I own a blue/black Wolf and have a couple of friends that own them to. Great guns; very accurate and easy to clean. I would recommend this gun to anybody!


----------



## futbolwest (Jul 30, 2016)

*CVA Wolf*

X2
I bought a used one in 2013 and killed the biggest deer I have ever killed with it. Mine is older without the QRBP but still easy to clean. 
Walmart puts these guns on clearance in late Jan or Feb but of course that would mean missing this primitive weapons season.


----------



## Apex Predator (Jul 31, 2016)

Great gun at any cost, but the best bargain at those prices.  Mine will shoot around 1" at 100.


----------



## bevills1 (Jul 31, 2016)

The only concern I have about the gun is the swivel studs molded into the stock.  A friend has a Remington 770 that has swivel studs molded into the stock and had the front swivel stud break.  Has anybody seen this problem with these type swivel studs?  I did some searching, and it seems all CVAs with synthetic stock have the same type swivel studs.


----------



## JustUs4All (Jul 31, 2016)

The gun is worth twice the money asked.  If the swivel stud breaks out use a loop around the barrel shotgun sling there is no effect on operation or accuracy.  This is a great gun for the common man.


----------



## Bowyer29 (Aug 1, 2016)

Twice the money is right! That is one fine weapon indeed.


----------



## ALB (Aug 1, 2016)

Awesome gun. I've hunted with my $99 blue one for several years. Shoots great. I put a cheap 3x9 scope on mine and zero it at 100 yds. Mine is the old style that needs a socket wrench to take out the breach. But Its still awesome.


----------



## UpstateFishing (Aug 1, 2016)

And if anything ever breaks, just send it to them in Lawrenceville and they'll do you right!


----------



## JoPa (Aug 1, 2016)

I love mine.  Check out online at budsgunshop, they usually have good price.  I put a 3x9 on it and it shoots great.  3 pellets of 777 and a 245grn powerbelt, 1" groups at 100 yds.


----------



## frankwright (Aug 1, 2016)

I have an older Optima but have never heard anything bad about the Wolf. I would jump on it if I wanted one.


----------



## bevills1 (Aug 1, 2016)

Just found some users in online reviews say they have difficulty removing the spent primer after firing.  Any users here have this problem?


----------



## Bowyer29 (Aug 1, 2016)

Never have trouble removing the Federal 209


----------



## JoPa (Aug 1, 2016)

bevills1 said:


> Just found some users in online reviews say they have difficulty removing the spent primer after firing.  Any users here have this problem?

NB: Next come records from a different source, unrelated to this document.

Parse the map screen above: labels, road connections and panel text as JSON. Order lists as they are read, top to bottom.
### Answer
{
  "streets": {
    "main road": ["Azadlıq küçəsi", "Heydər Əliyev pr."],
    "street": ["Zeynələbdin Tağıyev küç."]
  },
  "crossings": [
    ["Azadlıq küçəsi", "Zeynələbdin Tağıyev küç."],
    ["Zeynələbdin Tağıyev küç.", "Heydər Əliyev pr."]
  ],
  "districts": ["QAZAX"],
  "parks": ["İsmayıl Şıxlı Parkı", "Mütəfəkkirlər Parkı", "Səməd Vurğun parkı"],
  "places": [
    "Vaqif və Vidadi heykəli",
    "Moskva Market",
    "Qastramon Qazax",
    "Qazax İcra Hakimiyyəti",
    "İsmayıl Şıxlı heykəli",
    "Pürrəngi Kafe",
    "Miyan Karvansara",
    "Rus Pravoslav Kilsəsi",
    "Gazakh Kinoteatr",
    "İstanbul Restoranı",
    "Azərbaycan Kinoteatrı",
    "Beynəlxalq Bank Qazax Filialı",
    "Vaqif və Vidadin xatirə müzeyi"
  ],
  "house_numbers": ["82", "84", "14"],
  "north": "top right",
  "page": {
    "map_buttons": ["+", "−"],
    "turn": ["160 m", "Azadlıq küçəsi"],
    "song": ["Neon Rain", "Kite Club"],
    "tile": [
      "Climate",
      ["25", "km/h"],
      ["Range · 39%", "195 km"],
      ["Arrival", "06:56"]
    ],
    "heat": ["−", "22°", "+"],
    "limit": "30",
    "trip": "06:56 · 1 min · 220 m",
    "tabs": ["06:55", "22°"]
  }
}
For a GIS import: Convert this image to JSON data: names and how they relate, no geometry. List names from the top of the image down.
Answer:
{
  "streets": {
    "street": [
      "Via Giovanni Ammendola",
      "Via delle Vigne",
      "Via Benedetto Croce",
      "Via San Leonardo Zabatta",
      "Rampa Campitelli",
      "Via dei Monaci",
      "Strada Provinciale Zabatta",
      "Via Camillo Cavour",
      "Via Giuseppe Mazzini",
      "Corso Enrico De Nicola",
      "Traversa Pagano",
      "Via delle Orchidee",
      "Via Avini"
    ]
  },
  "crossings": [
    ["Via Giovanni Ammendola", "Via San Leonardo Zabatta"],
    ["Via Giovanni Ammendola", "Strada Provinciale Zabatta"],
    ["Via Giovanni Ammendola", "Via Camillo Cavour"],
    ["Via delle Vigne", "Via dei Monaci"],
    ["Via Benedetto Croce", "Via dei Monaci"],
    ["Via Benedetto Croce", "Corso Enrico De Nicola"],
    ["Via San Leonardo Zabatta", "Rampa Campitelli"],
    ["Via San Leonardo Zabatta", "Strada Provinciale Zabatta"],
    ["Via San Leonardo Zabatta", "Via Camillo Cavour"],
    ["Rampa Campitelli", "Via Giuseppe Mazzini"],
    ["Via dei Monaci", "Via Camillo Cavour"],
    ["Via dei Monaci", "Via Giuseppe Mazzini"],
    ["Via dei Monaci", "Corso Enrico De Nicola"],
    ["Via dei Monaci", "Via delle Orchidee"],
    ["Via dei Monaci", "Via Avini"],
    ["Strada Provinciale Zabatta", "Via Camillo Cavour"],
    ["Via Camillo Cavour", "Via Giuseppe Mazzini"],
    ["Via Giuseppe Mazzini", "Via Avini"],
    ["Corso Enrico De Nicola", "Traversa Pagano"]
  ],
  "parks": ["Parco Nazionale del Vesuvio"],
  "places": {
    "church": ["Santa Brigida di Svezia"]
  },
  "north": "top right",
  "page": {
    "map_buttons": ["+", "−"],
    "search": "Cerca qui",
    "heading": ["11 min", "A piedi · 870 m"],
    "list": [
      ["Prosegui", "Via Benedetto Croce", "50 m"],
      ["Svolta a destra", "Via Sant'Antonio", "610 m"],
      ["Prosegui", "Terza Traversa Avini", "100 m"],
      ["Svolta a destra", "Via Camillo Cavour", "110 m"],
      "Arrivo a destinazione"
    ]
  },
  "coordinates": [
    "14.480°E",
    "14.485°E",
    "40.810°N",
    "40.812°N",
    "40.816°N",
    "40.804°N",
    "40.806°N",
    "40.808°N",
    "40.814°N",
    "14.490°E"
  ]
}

Never had a problem.  It "breaks" in half and you can just pluck it out with a fingernail.


----------



## bevills1 (Aug 1, 2016)

Has anyone used Balckhorn 209 in the Wolf?  I was told it's not recommended with stock breach plug, but a replacement breach plug for Blackhorn 209 can be purchased.  Blackhorn 209 is the cleanest propellant for muzzle loaders I've heard of and doesn't require cleaning shortly after firing like Pyrodex, Triple 7, etc. do.

I was considering the Traditions Buckstalker Black/Cerokote as an alternative because it allows use of loose powder or pelletized powder without having to get an extra breech plug, and it has dual safety system versus no safety on the Wolf.  The reservation I have on this gun is the Cerakote finish, especially how durable Cerakote is.  Any body here have experience with Cerakote finish on a gun or know anything about its durability?


----------



## bevills1 (Aug 2, 2016)

I finally found a very good answer to the Cerakote question in above reply #15, and there's a link to the answer in reply #8 at http://forum.gon.com/showthread.php?t=842573.  Just thought I'd share the info here in case some on this forum have questions regarding the Cerakote finish.


----------



## bevills1 (Aug 4, 2016)

FYI there's a great deal on a Traditions Pursuit in nickel finish on clearance for $199 at the McDonough Dick's if anybody is interested in a nickel finish muzzle loader.  Lowest price I've seen on a Traditions Pursuit elsewhere is $299!  I'd have gotten it for myself if it had the Cerakote finish.


----------



## Possum (Aug 11, 2016)

Used to have a cva wolf years ago and sold it to a buddy so I could get a new Traditions Pursuit. I haven't liked the pursuit from day one but now can't get the breach plug out without beating it to death or pair of channel locks. Ordered another CVA wolf this morning. Cva wolf used to have one piece ram rod, looks like still does from picture. All traditions have the ramrod you have to screw end peice around which is really annoying.


----------



## Chase4556 (Aug 18, 2016)

I have had my wolf for about 3 years. Great gun. Two 777 pellets, a hornady 240gr xtp and a 777 primer= cloverleaf at 100yds. 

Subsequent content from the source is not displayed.